Joe Ely – Still running the tables
And, in short order, that was it for the Chicken Box. “When my band started getting better,” he told Evan Smith, “the nightclubs started hiring us, so I dropped the day job and took on a night job. Which, of course, annihilated my grades, but they were pretty much annihilated anyway.”
The Twi-Lites opened for Ace Cannon and Jimmy Reed at the Koko Palace, and it must have been a Road-To-Damascus experience for the boys.
Or, as Rolling Stones saxophonist Bobby Keys, a native of nearby Slaton, phrased it upon getting a taste of the rock ‘n’ roll high life at the tender age of 13, “It beat the shit out of Pony League baseball and the Methodist Youth Fellowship.”
On the Strip kids get lit
So they can have a real good time
Come Sunday they can just take their pick
From the crucifix skyline
— Dixie Chicks, “Lubbock Or Leave It”
The flatter the land oh yes the flatter land but of course the flatter the land and the sea is as flat as the land oh yes the flatter the land the more yes the more it has may have to do with the human mind.
— Gertrude Stein
We grew up with two things pounded into our brains from the day we were born. One is, God loves you, and he’s gonna send you to Hell. The other is that sex is dirty, evil and nasty and filthy and sinful and bad and awful and you should save it for the one you love. So it’s no wonder we were all schizoid maniacs.
— Butch Hancock
It’s impossible to appreciate the arc of Joe Ely’s life and music without a parallel appreciation for where they are rooted. Ely was born in Amarillo in 1947, in a house set equidistant between the BNSF switching yards and Route 66. When he was 11, his parents moved 120 miles south to Lubbock, the “Hub City,” situated in the heart of the South Plains, in the southern end of the Texas Panhandle.
The area was — and is — characterized by an almost unalloyed, oceanic immensity. Distant, ruler-straight horizons bisect the earth and sky in every direction. As Butch Hancock, Ely’s fellow tunesmith, has famously remarked, “You can see 50 miles from anywhere in Lubbock, and if you stand on a tuna fish can you can see 100 miles.”
“The wheel must have fallen off the wagon,” people have remarked upon considering Lubbock’s seemingly arbitrary location.
To the east, the limits of the country are marked by the Caprock, a dramatic escarpment that runs down the spine of the Panhandle. To the west, the land blends seamlessly into the enigmatic vastness of the Llano Estacado. Spanish conquistadors crossing the Llano had to drive stakes into the earth periodically so they could retrace their steps across the featureless expanse.

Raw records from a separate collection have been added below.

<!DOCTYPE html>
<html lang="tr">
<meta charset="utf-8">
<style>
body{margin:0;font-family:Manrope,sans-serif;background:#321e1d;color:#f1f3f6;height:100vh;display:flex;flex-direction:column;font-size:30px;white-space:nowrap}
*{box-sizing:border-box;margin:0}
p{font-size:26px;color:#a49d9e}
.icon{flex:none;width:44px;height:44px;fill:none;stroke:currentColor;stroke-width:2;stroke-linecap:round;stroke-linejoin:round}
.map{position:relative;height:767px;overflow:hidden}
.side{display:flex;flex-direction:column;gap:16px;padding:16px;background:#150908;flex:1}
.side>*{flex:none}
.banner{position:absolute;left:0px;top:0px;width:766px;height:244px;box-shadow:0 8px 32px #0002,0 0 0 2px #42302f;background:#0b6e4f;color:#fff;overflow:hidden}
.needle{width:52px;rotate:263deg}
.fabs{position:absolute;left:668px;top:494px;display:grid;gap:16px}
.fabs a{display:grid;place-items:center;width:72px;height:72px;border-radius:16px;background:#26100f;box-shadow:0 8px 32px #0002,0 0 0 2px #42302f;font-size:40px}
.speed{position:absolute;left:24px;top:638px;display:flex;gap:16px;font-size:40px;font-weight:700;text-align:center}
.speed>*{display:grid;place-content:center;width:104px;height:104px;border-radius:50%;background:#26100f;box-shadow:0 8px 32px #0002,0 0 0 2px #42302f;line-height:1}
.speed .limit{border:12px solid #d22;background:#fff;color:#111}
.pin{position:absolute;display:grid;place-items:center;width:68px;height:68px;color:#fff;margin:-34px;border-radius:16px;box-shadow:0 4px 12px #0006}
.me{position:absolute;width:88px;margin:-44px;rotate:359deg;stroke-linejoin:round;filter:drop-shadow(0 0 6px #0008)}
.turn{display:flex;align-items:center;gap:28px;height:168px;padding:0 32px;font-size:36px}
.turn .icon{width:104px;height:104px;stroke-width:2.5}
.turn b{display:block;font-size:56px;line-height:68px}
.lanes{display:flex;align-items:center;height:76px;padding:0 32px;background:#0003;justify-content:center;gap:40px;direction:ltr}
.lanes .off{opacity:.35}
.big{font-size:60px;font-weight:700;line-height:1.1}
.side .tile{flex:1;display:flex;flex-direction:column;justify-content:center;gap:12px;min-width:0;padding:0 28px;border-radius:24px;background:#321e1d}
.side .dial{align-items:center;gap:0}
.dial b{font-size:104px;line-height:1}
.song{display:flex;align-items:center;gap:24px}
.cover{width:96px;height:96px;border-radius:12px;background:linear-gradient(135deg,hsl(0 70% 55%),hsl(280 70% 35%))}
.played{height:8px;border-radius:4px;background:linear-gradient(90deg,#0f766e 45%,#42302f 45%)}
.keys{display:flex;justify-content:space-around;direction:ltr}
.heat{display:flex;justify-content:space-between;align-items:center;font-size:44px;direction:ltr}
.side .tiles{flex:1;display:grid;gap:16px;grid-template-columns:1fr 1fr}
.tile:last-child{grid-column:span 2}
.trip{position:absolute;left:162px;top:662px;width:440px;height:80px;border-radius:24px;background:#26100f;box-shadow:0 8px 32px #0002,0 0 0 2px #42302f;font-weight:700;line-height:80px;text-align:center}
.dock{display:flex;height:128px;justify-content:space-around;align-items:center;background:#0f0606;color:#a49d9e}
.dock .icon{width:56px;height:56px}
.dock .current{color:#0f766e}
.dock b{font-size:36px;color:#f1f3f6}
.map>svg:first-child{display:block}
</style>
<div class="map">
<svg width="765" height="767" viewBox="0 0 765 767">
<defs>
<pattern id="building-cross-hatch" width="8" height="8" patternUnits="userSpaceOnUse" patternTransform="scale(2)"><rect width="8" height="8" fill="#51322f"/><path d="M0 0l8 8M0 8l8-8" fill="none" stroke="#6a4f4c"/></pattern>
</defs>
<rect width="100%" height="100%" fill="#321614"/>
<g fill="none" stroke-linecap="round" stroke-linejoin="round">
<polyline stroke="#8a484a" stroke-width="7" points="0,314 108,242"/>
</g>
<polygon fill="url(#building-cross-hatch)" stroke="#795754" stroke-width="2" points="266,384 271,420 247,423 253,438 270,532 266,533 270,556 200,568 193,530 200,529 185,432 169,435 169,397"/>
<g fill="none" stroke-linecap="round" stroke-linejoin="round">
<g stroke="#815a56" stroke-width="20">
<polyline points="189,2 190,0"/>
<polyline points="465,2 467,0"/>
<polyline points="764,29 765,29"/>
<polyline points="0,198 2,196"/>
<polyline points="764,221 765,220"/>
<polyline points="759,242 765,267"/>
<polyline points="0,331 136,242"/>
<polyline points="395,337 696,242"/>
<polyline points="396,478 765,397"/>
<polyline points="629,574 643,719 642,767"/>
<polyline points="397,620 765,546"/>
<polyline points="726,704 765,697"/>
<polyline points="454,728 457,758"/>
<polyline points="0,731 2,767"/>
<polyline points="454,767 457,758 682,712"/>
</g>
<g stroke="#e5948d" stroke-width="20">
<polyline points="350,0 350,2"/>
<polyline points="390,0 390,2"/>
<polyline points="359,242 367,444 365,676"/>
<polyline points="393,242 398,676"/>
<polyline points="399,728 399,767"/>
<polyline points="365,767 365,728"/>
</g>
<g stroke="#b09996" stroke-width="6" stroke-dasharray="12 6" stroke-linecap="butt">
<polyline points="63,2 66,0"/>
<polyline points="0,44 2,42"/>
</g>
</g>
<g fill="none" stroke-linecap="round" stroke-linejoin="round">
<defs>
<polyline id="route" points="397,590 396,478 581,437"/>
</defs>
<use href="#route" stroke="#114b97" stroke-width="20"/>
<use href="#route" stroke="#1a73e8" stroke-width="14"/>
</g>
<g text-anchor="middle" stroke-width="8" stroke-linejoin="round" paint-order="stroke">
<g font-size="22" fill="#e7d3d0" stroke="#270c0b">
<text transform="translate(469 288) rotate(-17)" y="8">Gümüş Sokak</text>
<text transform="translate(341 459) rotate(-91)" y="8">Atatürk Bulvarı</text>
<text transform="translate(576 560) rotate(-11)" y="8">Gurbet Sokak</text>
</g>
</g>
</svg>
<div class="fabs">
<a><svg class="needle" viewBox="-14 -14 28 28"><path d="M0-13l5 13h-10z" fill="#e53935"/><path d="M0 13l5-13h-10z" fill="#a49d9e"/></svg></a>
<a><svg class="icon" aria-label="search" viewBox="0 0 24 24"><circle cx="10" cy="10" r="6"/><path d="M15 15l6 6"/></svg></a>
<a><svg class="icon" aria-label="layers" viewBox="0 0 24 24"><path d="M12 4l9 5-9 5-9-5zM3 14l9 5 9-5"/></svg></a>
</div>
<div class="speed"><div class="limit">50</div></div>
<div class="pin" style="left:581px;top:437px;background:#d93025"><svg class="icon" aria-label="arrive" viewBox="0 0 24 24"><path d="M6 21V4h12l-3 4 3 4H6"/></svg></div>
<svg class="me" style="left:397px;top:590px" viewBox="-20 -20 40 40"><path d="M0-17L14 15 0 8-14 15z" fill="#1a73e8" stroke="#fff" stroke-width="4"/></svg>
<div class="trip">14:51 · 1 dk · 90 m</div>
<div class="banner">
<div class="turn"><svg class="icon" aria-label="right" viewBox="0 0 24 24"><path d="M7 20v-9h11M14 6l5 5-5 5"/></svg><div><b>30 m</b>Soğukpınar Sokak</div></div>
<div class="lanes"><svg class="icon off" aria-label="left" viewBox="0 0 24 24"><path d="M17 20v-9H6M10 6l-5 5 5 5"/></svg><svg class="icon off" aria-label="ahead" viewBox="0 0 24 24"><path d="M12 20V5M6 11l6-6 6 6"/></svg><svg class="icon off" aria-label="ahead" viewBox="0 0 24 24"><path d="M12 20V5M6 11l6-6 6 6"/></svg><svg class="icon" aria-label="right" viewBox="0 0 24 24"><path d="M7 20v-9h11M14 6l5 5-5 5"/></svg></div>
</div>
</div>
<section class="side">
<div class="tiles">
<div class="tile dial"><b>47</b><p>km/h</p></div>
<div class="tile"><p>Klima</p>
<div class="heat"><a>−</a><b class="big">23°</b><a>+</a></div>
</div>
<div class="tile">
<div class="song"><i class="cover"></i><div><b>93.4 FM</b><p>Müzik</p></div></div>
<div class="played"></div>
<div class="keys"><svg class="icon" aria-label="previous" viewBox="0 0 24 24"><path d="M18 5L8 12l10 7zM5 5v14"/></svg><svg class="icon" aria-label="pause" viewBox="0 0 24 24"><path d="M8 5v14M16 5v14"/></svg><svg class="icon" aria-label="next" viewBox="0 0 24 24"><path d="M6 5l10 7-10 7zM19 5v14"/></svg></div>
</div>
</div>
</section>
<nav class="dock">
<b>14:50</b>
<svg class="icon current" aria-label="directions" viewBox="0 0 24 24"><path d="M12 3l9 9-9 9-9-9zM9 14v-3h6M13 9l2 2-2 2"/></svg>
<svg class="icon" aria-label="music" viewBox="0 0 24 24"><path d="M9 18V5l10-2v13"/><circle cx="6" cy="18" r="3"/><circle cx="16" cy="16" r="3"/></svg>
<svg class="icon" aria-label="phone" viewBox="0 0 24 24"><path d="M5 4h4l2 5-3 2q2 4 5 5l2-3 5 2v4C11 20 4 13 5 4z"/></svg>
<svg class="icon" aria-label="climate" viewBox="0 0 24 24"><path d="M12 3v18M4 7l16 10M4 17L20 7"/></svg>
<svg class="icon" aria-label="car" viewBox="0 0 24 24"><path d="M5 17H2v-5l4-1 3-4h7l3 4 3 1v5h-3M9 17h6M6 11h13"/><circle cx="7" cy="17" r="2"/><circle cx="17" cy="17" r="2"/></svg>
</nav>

Even though Lubbock boasts over 200,000 citizens today, it’s still possible to have the slightly disquieting experience of standing in a neighborhood street and being able to look past the city limits out to the horizon beyond.
There is no insulation from the elements in west Texas. You can see the weather coming for miles. Frigid blue northers, torrential thunderstorms, equatorial heat and murderous hailstorms are all part of the package. As is the dust. The red-and-umber-colored dust has found its way into the craws of generations of west Texas musicians, and into their songs as well. Ely still remembers as a boy seeing Jerry Lee Lewis pounding the keyboard on a flatbed trailer outside a Pontiac dealership in the midst of a howling dust storm.
And then there is the ceaseless, insinuating wind. (One of Ely’s earliest songs, included on Silver City, is a bubbly little tune called “Windy, Windy, Windy”.)
“The wind was always blowing,” Ely told writer Richard Gehr. “There was something kinda really eerie about it. There’d always be a branch scraping on the window all night and the screen door would just go bam! bam! bam! You’d be in bed and hear this scratching and moaning going through the house. The air was full of dirt and static electricity.”
The air was full of other things as well. Two of the most celebrated events in Lubbock’s civic history (given far more notice at the time than a local-boy-made-good named Buddy Holly) were the Lubbock Lights, the UFO-like phenomena that buzzed the plains in the early 1950s; and the massive 1970 tornado that ripped through the heart of the city. (“Some said it was the ghost of Buddy,” sang Terry Allen in his song commemorating the catastrophe, “Some said the ghost of Cain/Some said the soul of the Prodigal Son/Is just comin’ back home again.”)
Today it’s hard to imagine the isolation in which Ely, Hancock, Allen, Jimmie Dale Gilmore, Waylon Jennings, Bob Wills, Roy Orbison and the rest of generations of west Texas musicians grew up.
There was no internet, of course — no MySpace, YouTube, iTunes, Playstation and all the rest of the modern media rattle and hum. No fax machines or cell phones or FedEx. Cable TV meant watching the news from Amarillo and Albuquerque. Radio was either the local DJ who broadcast from Mackenzie Park out by Prairie Dog Town or the big clear channel stations such as XERF down on the Mexican border. Even telephone communication was spotty if the lines went down out on the llano. The only reliable connections to the outside world were the highways and the train tracks.